Cette nuit-là, j'ai vraiment eu du mal à m'endormir. Mon cerveau n'arrêtait pas de me passer en boucle tous les beaux moments vécus avec Khaled. Le fait de l'avoir revu avait ravivé tous les sentiments enfouis au plus profond de mon être. Je l'aimais à en mourir, et mon cœur aveuglé ne voyait plus que lui, et refusait de revenir à la réalité. Car la dure réalité, qu'on se le dise, allait tôt ou tard me rattraper : cette maudite et bénigne différence d'âge entre nous, le refus de ma mère de voir d'un bon œil cette idylle. Ce n'est que vers l'aube, quand apparurent les premières lueurs du jour, que je parvins à enfin m'endormir. Mais mon répit fut de courte durée. Ma mère ne pouvait s'empêcher de faire des allers-retours entre sa chambre et la mienne, cherchant je ne sais quoi, telle une souris couinant dans un labyrinthe.
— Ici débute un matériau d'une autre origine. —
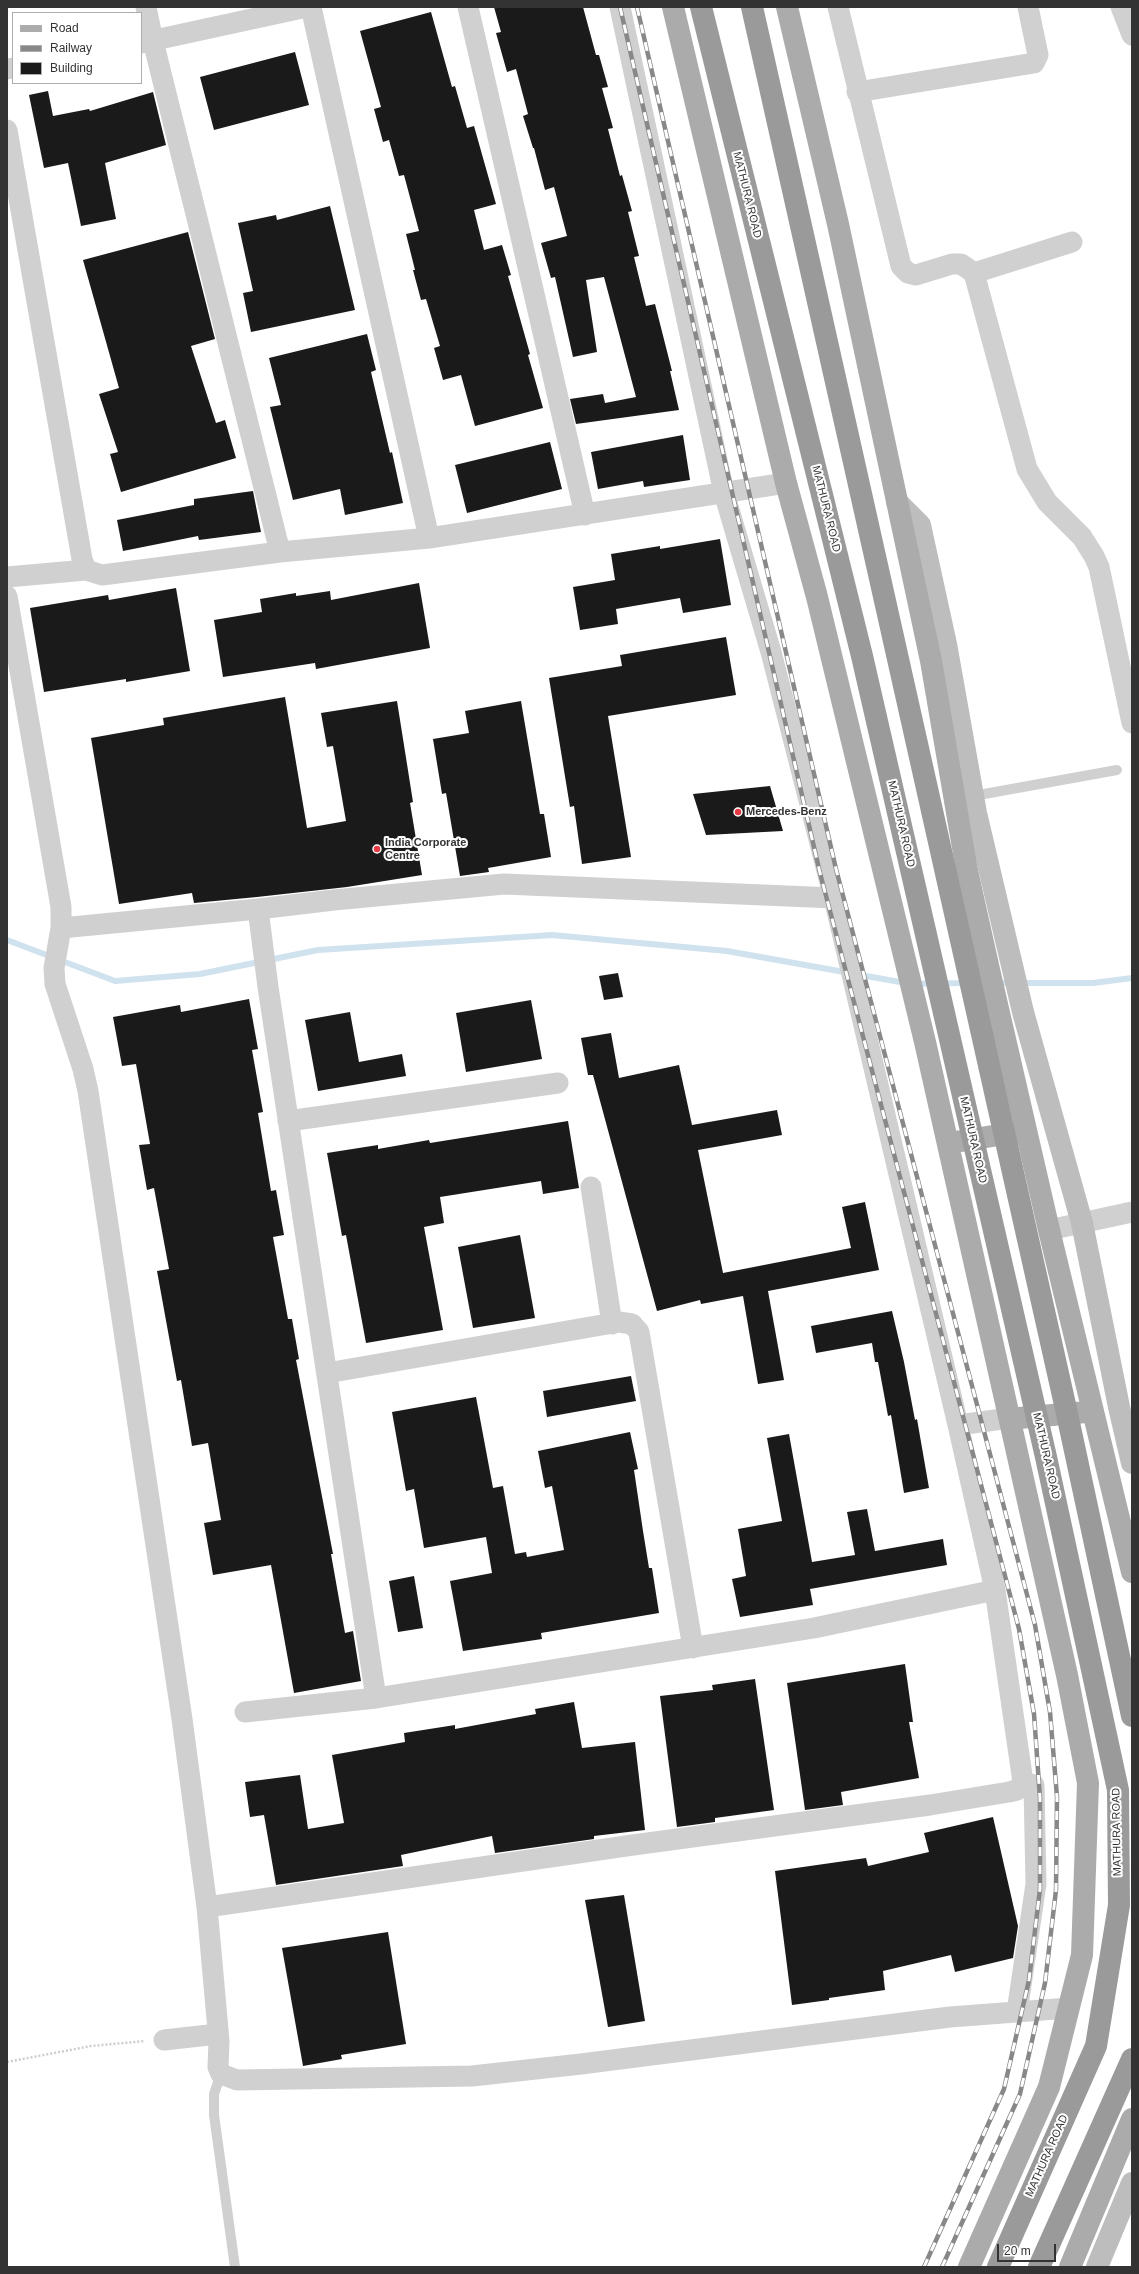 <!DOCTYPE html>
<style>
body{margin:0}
#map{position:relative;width:1139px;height:2274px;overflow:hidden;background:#fff;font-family:Arial,sans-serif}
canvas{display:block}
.frame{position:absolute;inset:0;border:8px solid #333;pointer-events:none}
.legend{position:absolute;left:12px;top:12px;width:130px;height:72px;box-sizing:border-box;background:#fff;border:1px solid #adadad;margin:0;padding:5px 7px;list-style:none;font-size:12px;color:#333}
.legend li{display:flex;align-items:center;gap:8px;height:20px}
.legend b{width:20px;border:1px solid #adadad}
.scale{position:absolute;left:997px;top:2244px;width:59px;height:18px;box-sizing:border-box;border:2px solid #333;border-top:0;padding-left:5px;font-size:12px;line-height:14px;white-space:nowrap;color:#333;-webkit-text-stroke:3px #fff;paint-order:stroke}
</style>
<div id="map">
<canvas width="1139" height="2274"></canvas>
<div class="frame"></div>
<ul class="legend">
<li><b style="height:5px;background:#ababab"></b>Road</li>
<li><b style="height:5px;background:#888"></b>Railway</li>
<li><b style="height:11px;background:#1a1a1a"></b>Building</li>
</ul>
<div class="scale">20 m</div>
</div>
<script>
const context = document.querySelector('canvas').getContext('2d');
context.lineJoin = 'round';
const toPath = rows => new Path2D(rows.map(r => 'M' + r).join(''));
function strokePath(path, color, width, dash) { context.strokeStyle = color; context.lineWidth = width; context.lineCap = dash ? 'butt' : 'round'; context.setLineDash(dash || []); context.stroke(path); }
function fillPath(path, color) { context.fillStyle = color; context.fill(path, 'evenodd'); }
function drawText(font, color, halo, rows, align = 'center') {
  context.font = font + ' Arial,sans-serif'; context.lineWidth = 4; context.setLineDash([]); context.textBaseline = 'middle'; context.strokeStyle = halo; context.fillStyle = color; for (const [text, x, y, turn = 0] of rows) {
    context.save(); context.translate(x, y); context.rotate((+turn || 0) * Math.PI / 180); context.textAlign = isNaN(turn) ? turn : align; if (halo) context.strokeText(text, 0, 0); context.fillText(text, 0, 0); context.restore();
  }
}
strokePath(toPath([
 [7,940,115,981,200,974,318,950,552,935,727,951,911,984,967,983],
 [996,983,1093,983,1132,978]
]), '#cfe2ee', 6);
fillPath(toPath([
 [494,7,583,7,596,55,599,55,608,87,602,88,613,128,608,129,620,176,622,175,632,211,628,212,639,256,634,257,646,306,655,304,672,371,670,371,679,410,576,424,570,399,603,394,605,403,636,397,604,277,586,280,597,352,573,357,555,277,551,278,541,243,567,236,554,187,545,190,534,148,533,148,523,116,528,114,516,69,507,72,496,33,501,32],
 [431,12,452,87,455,86,467,128,474,126,496,204,474,210,484,250,502,245,511,275,508,276,530,354,528,355,543,408,475,426,461,375,443,380,434,348,440,346,426,299,421,300,413,270,415,270,406,234,419,231,404,175,399,176,389,140,383,142,374,109,381,107,360,31],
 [295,52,309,105,214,130,200,77],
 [48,91,53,116,89,109,90,111,153,92,166,145,105,163,116,219,81,226,68,163,44,168,29,95],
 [330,206,355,310,251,332,243,293,253,291,238,223,276,215,277,220],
 [188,232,215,339,191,346,216,423,225,420,236,458,121,492,110,454,118,452,99,394,119,388,83,260],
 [367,334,376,370,371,372,390,453,392,452,403,503,345,515,340,489,293,500,270,407,281,405,269,358],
 [683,435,690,480,644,487,643,481,598,489,591,452],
 [550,442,562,489,467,513,455,465],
 [253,491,261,532,199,540,198,536,123,551,117,520,194,505,194,499],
 [720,539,731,605,683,613,680,598,616,609,618,624,580,630,573,587,615,580,611,554,660,546,660,549],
 [419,583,430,648,316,669,315,663,223,677,214,620,262,612,260,599,296,593,296,596,330,591,331,600],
 [176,588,190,671,126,682,126,679,44,692,30,608,108,595,109,600],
 [726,637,736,695,608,716,631,857,582,864,574,806,570,807,549,678,622,666,620,655],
 [285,697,307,828,346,821,333,746,327,747,321,713,397,701,413,802,410,803,422,875,347,887,257,897,194,903,192,893,119,904,91,738,164,725,163,718],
 [521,701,540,814,544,814,551,857,488,868,489,872,460,876,446,793,442,794,433,739,469,733,465,711],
 [770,786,783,831,706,835,693,794],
 [618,973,623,997,604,1000,599,976],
 [249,999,258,1049,252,1050,263,1112,258,1113,271,1191,276,1190,284,1235,273,1237,288,1319,292,1319,299,1359,296,1360,333,1554,331,1554,345,1633,353,1631,361,1681,294,1693,271,1565,213,1575,204,1523,221,1520,208,1443,192,1446,181,1380,177,1381,157,1271,169,1269,154,1188,147,1190,139,1145,150,1144,136,1064,122,1066,113,1017,180,1005,181,1012],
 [531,1000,542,1059,466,1072,456,1013],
 [350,1012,359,1062,402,1054,406,1076,318,1091,305,1020],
 [611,1033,619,1078,679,1065,692,1125,777,1110,782,1135,698,1150,723,1273,851,1248,842,1207,865,1202,879,1270,768,1291,784,1380,758,1384,743,1296,701,1304,700,1300,657,1311,593,1075,588,1075,581,1038],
 [568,1121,579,1188,543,1194,541,1181,440,1197,444,1223,424,1227,443,1330,366,1343,346,1235,342,1236,327,1153,378,1145,378,1149,429,1140,430,1143],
 [520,1235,535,1318,473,1328,458,1247],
 [892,1311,904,1362,915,1420,917,1419,929,1488,904,1493,891,1415,888,1416,878,1362,875,1362,872,1343,816,1353,811,1326],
 [631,1376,636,1401,547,1417,543,1391],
 [476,1397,493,1488,503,1486,515,1554,526,1552,527,1557,564,1550,552,1486,545,1488,538,1451,630,1432,638,1469,634,1470,643,1531,649,1568,652,1568,659,1613,541,1633,542,1639,463,1651,450,1581,492,1573,486,1537,424,1548,414,1489,406,1491,392,1412],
 [789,1434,812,1562,855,1555,847,1512,867,1509,875,1551,943,1539,947,1565,810,1589,813,1605,740,1617,732,1579,746,1576,738,1529,782,1521,767,1438],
 [414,1576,423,1628,398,1632,389,1581],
 [905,1664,913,1722,909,1722,919,1778,841,1792,843,1805,805,1810,787,1683],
 [755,1679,774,1810,715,1818,715,1822,677,1827,660,1696,713,1690,712,1685],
 [574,1702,582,1748,635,1742,645,1830,594,1836,594,1839,495,1853,492,1836,401,1855,403,1866,276,1885,264,1815,250,1817,245,1782,300,1775,308,1829,344,1823,332,1755,405,1742,404,1733,455,1725,455,1729,536,1714,535,1709],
 [993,1817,1018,1926,1013,1958,955,1972,951,1955,883,1971,885,1990,829,1998,829,2000,792,2005,775,1871,866,1858,868,1866,929,1852,924,1833],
 [624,1895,645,2021,608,2027,585,1900],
 [388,1932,406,2044,341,2055,342,2059,303,2066,282,1948]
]), '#1a1a1a');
strokePath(toPath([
 [7,2062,91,2046,145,2041]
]), '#cdcdcd', 2.5, [2, 2]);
strokePath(toPath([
 [973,796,1117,770],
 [221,2074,214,2094,214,2115,235,2267]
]), '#d0d0d0', 10);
strokePath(toPath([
 [146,7,153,41,280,552],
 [311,7,429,538],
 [468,7,585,515],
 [838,7,901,266,908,273,916,275,952,264,961,264,974,273,1027,469,1047,502,1082,537,1094,556,1099,567,1132,723],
 [1121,7,1132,35],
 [141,43,307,7],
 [7,69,13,68],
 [857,92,1034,63,1038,55,1028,7],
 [7,130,82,559,86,570,102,575,280,552,429,538,786,483],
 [974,273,1072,242],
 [7,577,86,570],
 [7,596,61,907,61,928,54,968,55,984,83,1069,88,1091,182,1719,207,1907,219,2041,218,2067,221,2074,237,2080,472,2076,581,2064,950,2017,1069,2008],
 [61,928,258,909],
 [288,1121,558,1083],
 [591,1187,612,1324],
 [1049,1230,1132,1212],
 [327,1373,619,1322,632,1324,639,1332,693,1648],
 [958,1425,1010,1418],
 [376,1698,268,987,258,909,334,900,504,884,834,898],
 [245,1712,376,1698,814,1628,995,1590],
 [207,1907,633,1845,930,1805,1009,1792,1017,1790,1023,1782,995,1590,958,1425,834,898,771,652,724,493,620,7],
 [1017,2012,1036,1884,1034,1785,1023,1782],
 [164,2040,218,2034]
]), '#d0d0d0', 21);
strokePath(toPath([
 [897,502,920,525,946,644,976,813,1023,1012,1082,1223,1119,1407,1132,1463],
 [1097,2267,1132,2183]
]), '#bdbdbd', 22);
strokePath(toPath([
 [673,7,786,483,817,597,925,1042,1067,1675,1088,1783,1082,1955,1049,2087,969,2267],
 [787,7,838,224,931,661,967,871,990,974,1049,1230,1132,1572],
 [955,1142,1024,1131],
 [1019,1418,1086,1412],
 [1070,2267,1132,2119]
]), '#ababab', 22);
strokePath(toPath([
 [1039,2267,1132,2059]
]), '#9a9a9a', 22);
const rail = toPath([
 [620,7,820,873,1019,1629,1034,1714,1040,1798,1040,1889,1029,1980,1004,2089,924,2267],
 [637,7,836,869,1035,1625,1050,1712,1057,1797,1056,1890,1045,1983,1020,2094,942,2267]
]);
strokePath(rail, '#888', 4.5);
strokePath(rail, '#fff', 3, [9]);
strokePath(toPath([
 [701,7,862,656,1046,1457,1118,1790,1119,1905,1096,2046,998,2267],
 [752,7,1066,1409,1132,1716]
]), '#9a9a9a', 22);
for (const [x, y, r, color] of [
 [738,812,4,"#e63946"],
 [377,849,4,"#e63946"]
]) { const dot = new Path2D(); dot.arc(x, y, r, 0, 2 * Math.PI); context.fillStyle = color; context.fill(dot); strokePath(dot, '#fff', 1.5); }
drawText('11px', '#333', '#fff', [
 ["MATHURA ROAD",747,195,76],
 ["MATHURA ROAD",826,509,76],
 ["MATHURA ROAD",901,824,77],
 ["MATHURA ROAD",973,1140,77],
 ["MATHURA ROAD",1046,1456,77],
 ["MATHURA ROAD",1117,1832,-91],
 ["MATHURA ROAD",1047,2156,-66]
]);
drawText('bold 11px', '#333', '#fff', [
 ["Mercedes-Benz",746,812],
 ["India Corporate",385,843],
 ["Centre",385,856]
], 'left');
</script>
Vraiment fatigante, cette vieille ! Je n'étais pas dupe : c'était une tentative pour me réveiller, au nom de je ne sais quelle raison.- Moi : Maman, tu ne vois pas que je dors,stp ? Je suis fatiguée. Tu cherches quoi exactement, dans la chambre ?
- Ma mère : Je ne cherche rien. Lève toi. J'ai à te parler.
- Moi : ça ne peut pas attendre ? J'ai envie de dormir, j'ai à peine...
Son regard foudroyant m'a dissuadée de continuer à me plaindre. Je me suis levée, tant bien que mal, en rassemblant le peu d'énergie qui me restait. Qu'est-ce qu'elle me voulait encore ?
- Ma mère : Kira, que t'avais-je dit à propos de ce jeune homme ? Ne t'avais-je pas demandé d'arrêter de le fréquenter ? Pourquoi n'écoutes tu pas donc ta vieille mère ? Tu ne me causes que des tracasseries. Je n'ai plus la force de te surveiller comme si tu étais une adolescente de 14 ans. J'en ai déjà assez à faire avec Malick.
Ah ! C'était donc de Khaled qu'il s'agissait. Comment avait-elle su que je l'avais revu ? Nous aurait-elle vus du haut de son balcon ? Pff J'ai toujours dit que ce balcon était très mal placé. Quelle idée de le construire en plein centre de la maison ! A moins que ça soit Bakary, notre gardien, aussi rapide que RFI en matière de transmission de nouvelles.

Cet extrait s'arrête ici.